Task to complete:
The expected output is every entry, repeated exactly.

BEGIN Data supplied

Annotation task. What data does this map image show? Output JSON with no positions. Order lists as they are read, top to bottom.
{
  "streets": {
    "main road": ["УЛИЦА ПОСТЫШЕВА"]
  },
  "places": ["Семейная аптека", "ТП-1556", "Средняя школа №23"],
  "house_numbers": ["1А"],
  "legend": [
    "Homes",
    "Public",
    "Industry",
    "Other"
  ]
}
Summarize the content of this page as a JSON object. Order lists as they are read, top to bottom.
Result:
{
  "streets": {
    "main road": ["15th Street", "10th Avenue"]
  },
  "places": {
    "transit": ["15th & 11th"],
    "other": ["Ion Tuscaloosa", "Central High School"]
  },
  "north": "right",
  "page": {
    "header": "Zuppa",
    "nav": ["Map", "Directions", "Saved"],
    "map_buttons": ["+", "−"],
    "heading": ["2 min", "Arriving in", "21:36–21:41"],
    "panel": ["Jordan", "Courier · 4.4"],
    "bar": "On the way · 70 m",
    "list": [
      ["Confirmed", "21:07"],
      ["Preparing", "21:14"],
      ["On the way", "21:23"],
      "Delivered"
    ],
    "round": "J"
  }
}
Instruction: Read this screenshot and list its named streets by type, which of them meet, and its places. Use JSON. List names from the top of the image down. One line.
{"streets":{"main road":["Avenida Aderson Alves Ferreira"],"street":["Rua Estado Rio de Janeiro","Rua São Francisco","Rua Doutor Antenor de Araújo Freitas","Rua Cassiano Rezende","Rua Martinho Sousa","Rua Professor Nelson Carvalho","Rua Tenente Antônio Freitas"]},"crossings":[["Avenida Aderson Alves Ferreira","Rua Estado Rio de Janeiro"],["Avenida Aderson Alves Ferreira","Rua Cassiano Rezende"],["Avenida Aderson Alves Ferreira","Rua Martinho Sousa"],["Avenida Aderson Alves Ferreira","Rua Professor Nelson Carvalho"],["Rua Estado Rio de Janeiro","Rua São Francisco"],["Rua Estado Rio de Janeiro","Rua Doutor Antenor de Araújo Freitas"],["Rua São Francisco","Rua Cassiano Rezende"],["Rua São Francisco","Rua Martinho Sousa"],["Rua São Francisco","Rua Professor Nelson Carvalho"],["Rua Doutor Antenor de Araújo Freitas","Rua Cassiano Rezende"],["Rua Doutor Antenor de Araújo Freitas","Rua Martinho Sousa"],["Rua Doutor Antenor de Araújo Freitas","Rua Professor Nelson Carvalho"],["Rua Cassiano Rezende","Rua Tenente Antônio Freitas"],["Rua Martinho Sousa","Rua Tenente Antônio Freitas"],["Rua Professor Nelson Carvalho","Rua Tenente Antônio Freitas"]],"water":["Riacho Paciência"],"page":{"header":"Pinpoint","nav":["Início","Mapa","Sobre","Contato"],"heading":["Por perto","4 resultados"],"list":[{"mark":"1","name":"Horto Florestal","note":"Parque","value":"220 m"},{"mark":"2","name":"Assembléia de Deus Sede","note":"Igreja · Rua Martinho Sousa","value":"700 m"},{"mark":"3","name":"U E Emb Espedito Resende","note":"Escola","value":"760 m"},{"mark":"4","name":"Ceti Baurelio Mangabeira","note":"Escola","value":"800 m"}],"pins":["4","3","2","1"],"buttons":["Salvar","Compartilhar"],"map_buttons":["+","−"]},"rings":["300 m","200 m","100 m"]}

END Data supplied

Task response:
Annotation task. What data does this map image show? Output JSON with no positions. Order lists as they are read, top to bottom.
{
  "streets": {
    "main road": ["УЛИЦА ПОСТЫШЕВА"]
  },
  "places": ["Семейная аптека", "ТП-1556", "Средняя школа №23"],
  "house_numbers": ["1А"],
  "legend": [
    "Homes",
    "Public",
    "Industry",
    "Other"
  ]
}
Summarize the content of this page as a JSON object. Order lists as they are read, top to bottom.
Result:
{
  "streets": {
    "main road": ["15th Street", "10th Avenue"]
  },
  "places": {
    "transit": ["15th & 11th"],
    "other": ["Ion Tuscaloosa", "Central High School"]
  },
  "north": "right",
  "page": {
    "header": "Zuppa",
    "nav": ["Map", "Directions", "Saved"],
    "map_buttons": ["+", "−"],
    "heading": ["2 min", "Arriving in", "21:36–21:41"],
    "panel": ["Jordan", "Courier · 4.4"],
    "bar": "On the way · 70 m",
    "list": [
      ["Confirmed", "21:07"],
      ["Preparing", "21:14"],
      ["On the way", "21:23"],
      "Delivered"
    ],
    "round": "J"
  }
}
Instruction: Read this screenshot and list its named streets by type, which of them meet, and its places. Use JSON. List names from the top of the image down. One line.
{"streets":{"main road":["Avenida Aderson Alves Ferreira"],"street":["Rua Estado Rio de Janeiro","Rua São Francisco","Rua Doutor Antenor de Araújo Freitas","Rua Cassiano Rezende","Rua Martinho Sousa","Rua Professor Nelson Carvalho","Rua Tenente Antônio Freitas"]},"crossings":[["Avenida Aderson Alves Ferreira","Rua Estado Rio de Janeiro"],["Avenida Aderson Alves Ferreira","Rua Cassiano Rezende"],["Avenida Aderson Alves Ferreira","Rua Martinho Sousa"],["Avenida Aderson Alves Ferreira","Rua Professor Nelson Carvalho"],["Rua Estado Rio de Janeiro","Rua São Francisco"],["Rua Estado Rio de Janeiro","Rua Doutor Antenor de Araújo Freitas"],["Rua São Francisco","Rua Cassiano Rezende"],["Rua São Francisco","Rua Martinho Sousa"],["Rua São Francisco","Rua Professor Nelson Carvalho"],["Rua Doutor Antenor de Araújo Freitas","Rua Cassiano Rezende"],["Rua Doutor Antenor de Araújo Freitas","Rua Martinho Sousa"],["Rua Doutor Antenor de Araújo Freitas","Rua Professor Nelson Carvalho"],["Rua Cassiano Rezende","Rua Tenente Antônio Freitas"],["Rua Martinho Sousa","Rua Tenente Antônio Freitas"],["Rua Professor Nelson Carvalho","Rua Tenente Antônio Freitas"]],"water":["Riacho Paciência"],"page":{"header":"Pinpoint","nav":["Início","Mapa","Sobre","Contato"],"heading":["Por perto","4 resultados"],"list":[{"mark":"1","name":"Horto Florestal","note":"Parque","value":"220 m"},{"mark":"2","name":"Assembléia de Deus Sede","note":"Igreja · Rua Martinho Sousa","value":"700 m"},{"mark":"3","name":"U E Emb Espedito Resende","note":"Escola","value":"760 m"},{"mark":"4","name":"Ceti Baurelio Mangabeira","note":"Escola","value":"800 m"}],"pins":["4","3","2","1"],"buttons":["Salvar","Compartilhar"],"map_buttons":["+","−"]},"rings":["300 m","200 m","100 m"]}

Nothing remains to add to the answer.